これは七日の内に為されなければならない。七日の後には我は四十日四十夜地上に雨を降らせ、災いを為すであろう」
ノアは素直で信心深い男である。まわりの人々の誰もがそう認めていたし、彼自身もそう信じていた。だからこの啓示を受けたことのありがたさに彼が有頂天になったとしても何の不思議もない。白髭を生やし、頑丈な壮年の様をした彼は年齢にして六百歳を数えるが、直接に神の声を聞いた者は今まで見たことも聞いたこともないので、喜々として聖者と呼ばれる者の元へ駆け込んだ。
「聖者様、わたしは神のお声を聞いたのです。神はわたしを選んで下さいました。なんという喜びでしょう、なんという名誉でしょう!」
彼が聖者に神から伝えられたことを語ると、聖者は眉をひそめ姿勢をただしてこう言った。「それが本当に神であるのかは疑わしい。あなたが神の祝福を受けるに値する者であることを疑いはしないが、あなたに語りかけてきた存在が神であるとは限らないではないか。第一わたしにはなんの御告げもないのだ。神に仕える身としてわたし自身が神の言葉を聞かぬ限り、そのようなことは安易に信じるわけにはいかない。考えてもみなさい。あなたに語った者が神の名をかたる悪魔であったらどうします。これはあなたに与えられた試練に違いありません。よく考え、用心深く接しなさい。相手が悪魔であるかもしれないことを忘れずに」
それでもノアはどうしても自分が神の声を聞いたと言い張った。聖者は興奮する彼をなだめ、さとすように言葉を返した。ノアは神の言う汚れをここに見た気がした。この疑心暗鬼に捕らわれた聖者には真の神の言葉は聞き取れないのだと、そう知ったのだった。すると彼は聖者の身が哀れに思えた。彼もまたやがて来る大水に呑み込まれる一人なのだ。ノアは戸惑いながらも一人家へと戻った。

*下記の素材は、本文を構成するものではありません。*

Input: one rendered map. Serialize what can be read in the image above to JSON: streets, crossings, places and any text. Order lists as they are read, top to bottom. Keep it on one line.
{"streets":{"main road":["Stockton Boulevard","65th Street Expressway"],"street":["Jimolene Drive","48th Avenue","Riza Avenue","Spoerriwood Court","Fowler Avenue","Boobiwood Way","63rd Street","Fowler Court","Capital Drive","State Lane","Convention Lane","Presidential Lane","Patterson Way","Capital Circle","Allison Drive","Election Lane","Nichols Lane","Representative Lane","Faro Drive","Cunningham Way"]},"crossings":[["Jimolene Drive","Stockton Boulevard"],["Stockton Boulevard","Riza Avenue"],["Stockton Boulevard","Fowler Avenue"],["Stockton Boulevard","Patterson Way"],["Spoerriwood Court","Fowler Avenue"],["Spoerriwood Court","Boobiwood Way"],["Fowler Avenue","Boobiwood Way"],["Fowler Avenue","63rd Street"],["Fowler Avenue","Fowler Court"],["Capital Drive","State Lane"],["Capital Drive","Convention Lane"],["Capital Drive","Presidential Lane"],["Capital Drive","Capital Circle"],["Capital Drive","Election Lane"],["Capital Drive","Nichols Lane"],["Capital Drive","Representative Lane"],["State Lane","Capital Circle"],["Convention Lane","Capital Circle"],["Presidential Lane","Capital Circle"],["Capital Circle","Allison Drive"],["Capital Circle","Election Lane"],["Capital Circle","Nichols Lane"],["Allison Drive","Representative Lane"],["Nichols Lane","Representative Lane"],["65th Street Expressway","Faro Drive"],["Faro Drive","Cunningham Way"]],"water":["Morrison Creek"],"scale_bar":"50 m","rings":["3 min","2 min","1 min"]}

かつて神が世界を創造し、その最後のしめくくりにエデンの園にて人を作られたとき、神は人の生命の末路についてなんの制限も与えられなかった。故に人は生きたいだけ生き、なんらかの不幸な巡り合わせや病、そして他の者により死を与えられるか、自ら命を絶たない限り死に至ることはない。人にとって死とは避けられるものであり、そのため生まれてこのかた死に直面したことのない者は多い。それでも人の数はあまり増えず、緩やかな上昇傾向が見られるだけである。というのは彼らは二百年から三百年に一度ばかり子をもうけ、それも二三人もできるとそれ以上は望まなかったのである。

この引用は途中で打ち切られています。